Mario Barone – I riscontri sono limitati. L’editoria digitale in Italia per ora è solo un’idea degli editori e probabilmente passerà qualche anno prima che anche in Italia ci sia il boom come è successo negli Stati Uniti di recente, ma Uroboros vuole essere pronta: a breve avremo anche la versione .epub dei nostri libri.

Lavinia: Il mercato dell’editoria digitale è un po’ curioso qui in Italia; moltissimi italiani possiedono un device di ultima generazione, ma circa la metà, forse ancora meno, li usa anche per leggere libri. Per il momento abbiamo preferito il pdf per una questione di praticità, ma presto cominceremo a convertire il nostro catalogo anche in formato .epub, con una proposta di affiliazione ad alcuni dei maggiori distributori online. Per quanto riguarda il formato .mobi, attualmente preferiamo non occuparcene: la diffusione del Kindle in Italia è abbastanza “underground”, nonostante l’alto livello del prodotto. Vorremmo vedere un po’ come si evolve la situazione Amazon nostrana per poterci poi fare un’idea precisa. Diciamo che è una probabilità che non escludiamo, ma che per il momento preferiamo tenere da parte.

3. Da un inizio “locale” e cartaceo, sembra vi stiate avviando a essere sempre più presenti nei social network. Avete una strategia e degli scopi precisi? Come pensate possano utilizzati facebook e twitter da un editore e cosa vi aspettate da questi nuovi mezzi?

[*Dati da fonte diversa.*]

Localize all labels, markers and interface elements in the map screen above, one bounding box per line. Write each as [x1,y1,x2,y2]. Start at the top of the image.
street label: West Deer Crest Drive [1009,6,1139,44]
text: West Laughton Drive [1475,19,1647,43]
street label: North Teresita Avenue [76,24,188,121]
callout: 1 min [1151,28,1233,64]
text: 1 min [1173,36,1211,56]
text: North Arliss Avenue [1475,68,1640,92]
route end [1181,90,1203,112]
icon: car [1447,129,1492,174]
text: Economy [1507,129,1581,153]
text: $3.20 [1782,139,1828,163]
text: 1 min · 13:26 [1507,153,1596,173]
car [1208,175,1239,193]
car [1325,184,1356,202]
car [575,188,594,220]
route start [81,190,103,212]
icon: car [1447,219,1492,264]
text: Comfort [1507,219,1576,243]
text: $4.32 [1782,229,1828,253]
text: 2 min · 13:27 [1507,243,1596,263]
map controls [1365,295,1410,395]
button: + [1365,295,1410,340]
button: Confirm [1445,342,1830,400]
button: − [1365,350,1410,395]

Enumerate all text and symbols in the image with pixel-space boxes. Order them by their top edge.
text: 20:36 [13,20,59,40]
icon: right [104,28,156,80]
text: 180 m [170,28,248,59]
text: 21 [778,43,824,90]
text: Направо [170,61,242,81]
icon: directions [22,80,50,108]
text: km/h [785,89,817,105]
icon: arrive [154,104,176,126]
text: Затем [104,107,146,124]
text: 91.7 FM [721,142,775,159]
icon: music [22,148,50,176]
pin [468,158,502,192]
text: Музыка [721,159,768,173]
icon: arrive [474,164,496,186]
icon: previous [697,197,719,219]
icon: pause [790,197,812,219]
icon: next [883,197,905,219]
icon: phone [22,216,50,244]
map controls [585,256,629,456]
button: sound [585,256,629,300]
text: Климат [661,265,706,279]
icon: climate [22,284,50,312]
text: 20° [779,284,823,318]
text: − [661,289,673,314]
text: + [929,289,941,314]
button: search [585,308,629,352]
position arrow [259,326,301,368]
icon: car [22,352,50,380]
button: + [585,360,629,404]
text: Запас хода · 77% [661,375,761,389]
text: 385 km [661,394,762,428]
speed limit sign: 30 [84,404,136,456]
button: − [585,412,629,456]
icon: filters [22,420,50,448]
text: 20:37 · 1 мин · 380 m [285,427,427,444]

Mario Barone – Uroboros è una neonata e piccolissima casa editrice, il nostro zoccolo duro per ora è Milano (dove siamo nati) e naturalmente i social network sono fondamentali per aggiornare i nostri lettori sulle iniziative, gli eventi e le novità di Uroboros.

Lavinia – Ormai la presenza sui social network è un passo assolutamente obbligatorio per qualsiasi azienda. Facebook e Twitter in particolare favoriscono una sorta di passaparola che per le piccole realtà come noi si rivela essere estremamente decisivo. La nostra pagina su Facebook (facebook.com/eduroboros) è stata creata poco prima dell’estate e si sta rapidamente avviando verso la cinquantina di fan. Ci ha permesso di annullare in qualche modo la distanza tra noi e i lettori: solo rafforzando il nostro legame col pubblico possiamo lavorare nel pieno interesse di chi ci ha dato la sua fiducia scegliendo i nostri libri. Altri spazi in cui siamo presenti sono YouTube (youtube.com/user/edizioniuroboros), con un account che raccoglierà tutte le nostre presentazioni e apparizioni video, e aNobii (anobii.com/eduroboros), il social network dei libri, con le schede delle nostre pubblicazioni a disposizione degli utenti che ci hanno letto e che, nel caso, abbiano voglia di recensirci. Implementare questo lato “social” è stato, e continua ad essere, uno dei primi obiettivi dell’Ufficio Stampa. Il debutto su di essi è stato piuttosto positivo, al momento ci occupiamo principalmente di riportare news in modo che i lettori possano tenersi aggiornati sulle nostre attività senza per forza accedere al nostro sito o essere iscritti alla newsletter, ma posso sicuramente anticipare che stiamo progettando una serie di iniziative pensate su misura.

4. Mi interessa in particolar modo la collana “Bookarest”. Potreste parlamene più approfonditamente e dirmi magari come cercate e individuate gli autori e qualcosa sulle prossime uscite? 

La collana Bookarest è un progetto molto ambizioso ma difficile da portare avanti, ma è un progetto su cui stiamo puntando tanto (le partnership con Le vie dell’est e E-Ghibli  ne sono una prova). Notizia recente: dirigerà la collana la scrittrice rumena Ingrid B. Coman.

Lavinia: Anche in questo caso il web ci aiuta moltissimo. Attualmente stiamo vagliando una serie di autori che ci sembrano interessanti, ma vi diremo tutto a tempo debito!

Da parte mia, non mi resta che fare gli auguri a questo giovane marchio editoriale, rinnovando il mio invito a tutti coloro che desiderano parlare della propria casa editrice sul mio  blog.